Exercise instructions
Filter the listing below, keeping every line that holds "JSON".

Data to examine
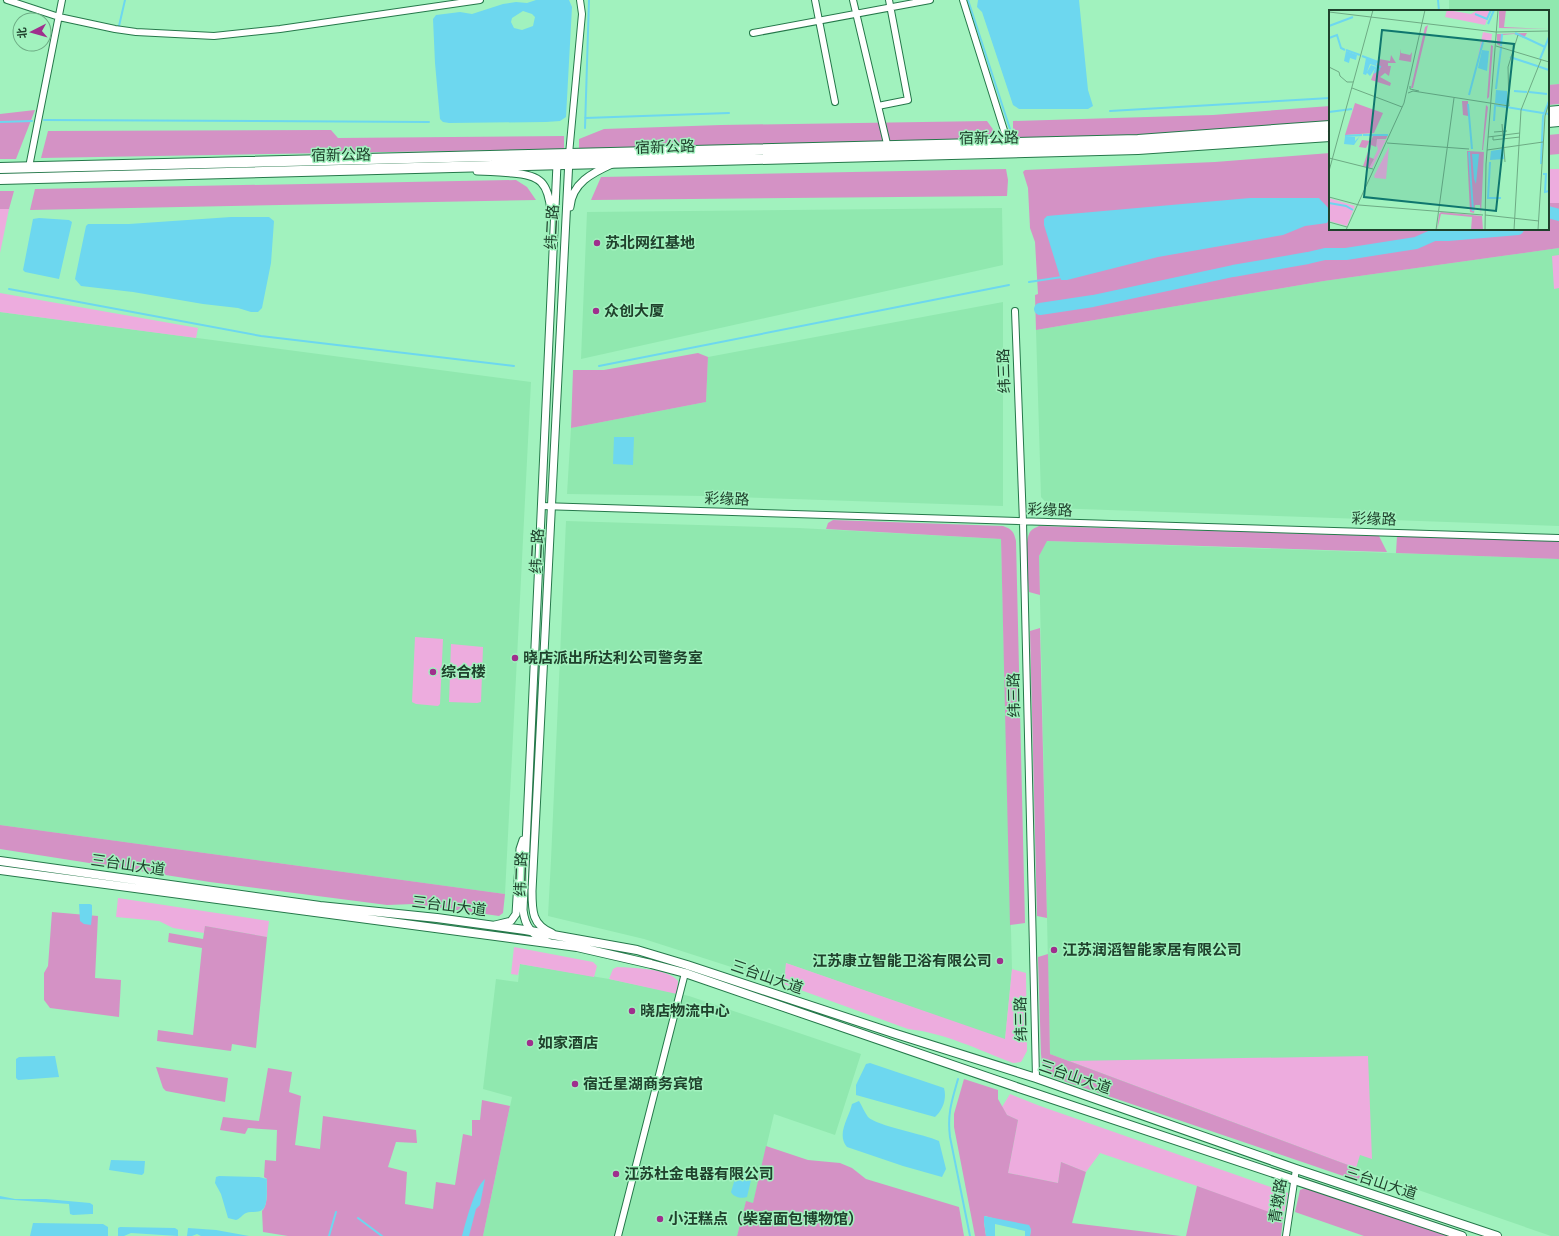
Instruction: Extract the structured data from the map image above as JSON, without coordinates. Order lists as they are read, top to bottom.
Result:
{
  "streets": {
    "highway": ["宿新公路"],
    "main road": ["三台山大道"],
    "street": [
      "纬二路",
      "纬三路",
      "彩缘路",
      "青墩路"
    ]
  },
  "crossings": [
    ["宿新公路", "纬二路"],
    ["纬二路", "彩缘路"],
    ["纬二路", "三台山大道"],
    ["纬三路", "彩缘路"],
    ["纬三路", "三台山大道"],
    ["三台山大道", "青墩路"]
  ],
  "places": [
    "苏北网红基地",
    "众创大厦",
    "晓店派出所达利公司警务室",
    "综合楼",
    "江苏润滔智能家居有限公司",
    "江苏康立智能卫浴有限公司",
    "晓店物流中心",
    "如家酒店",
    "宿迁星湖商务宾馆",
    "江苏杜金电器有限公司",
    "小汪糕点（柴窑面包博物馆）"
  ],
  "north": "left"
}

==

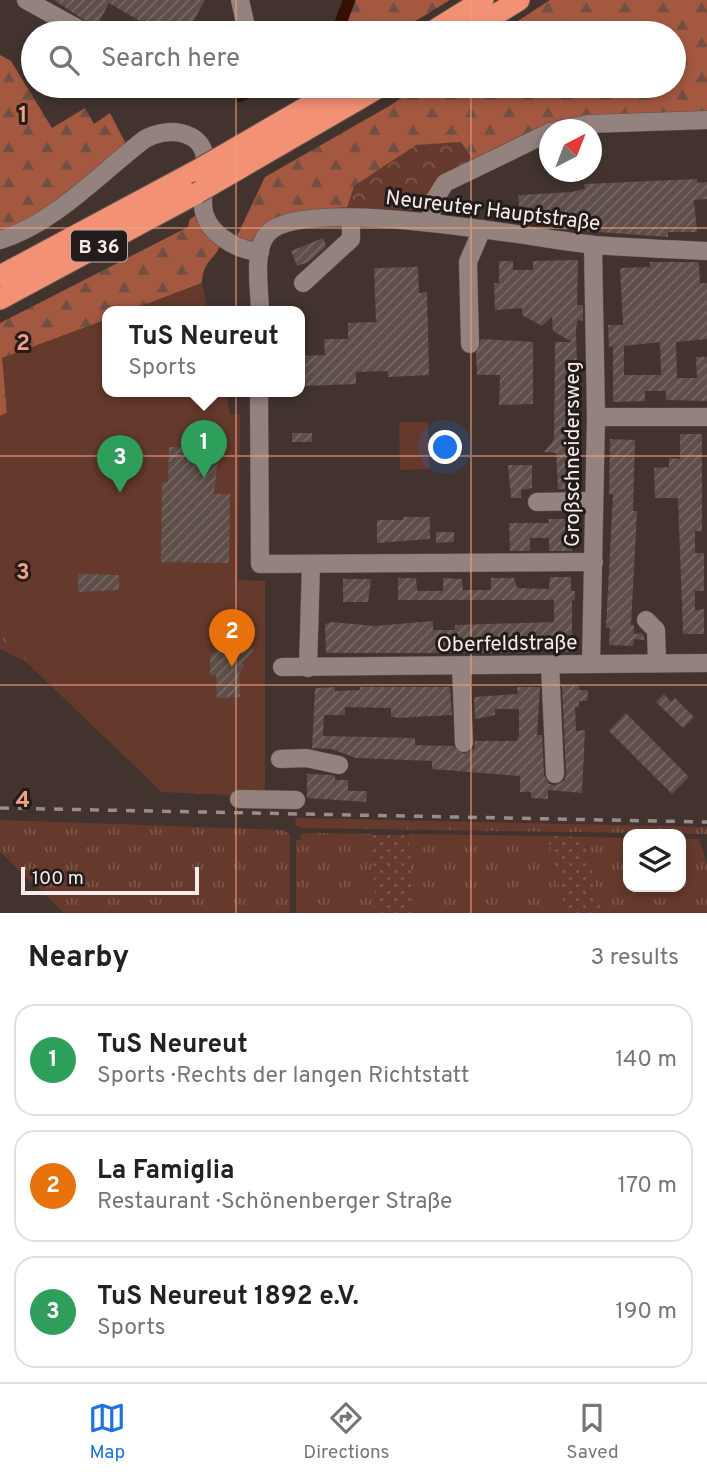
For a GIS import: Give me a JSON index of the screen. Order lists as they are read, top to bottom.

The completed task
Instruction: Extract the structured data from the map image above as JSON, without coordinates. Order lists as they are read, top to bottom.
For a GIS import: Give me a JSON index of the screen. Order lists as they are read, top to bottom.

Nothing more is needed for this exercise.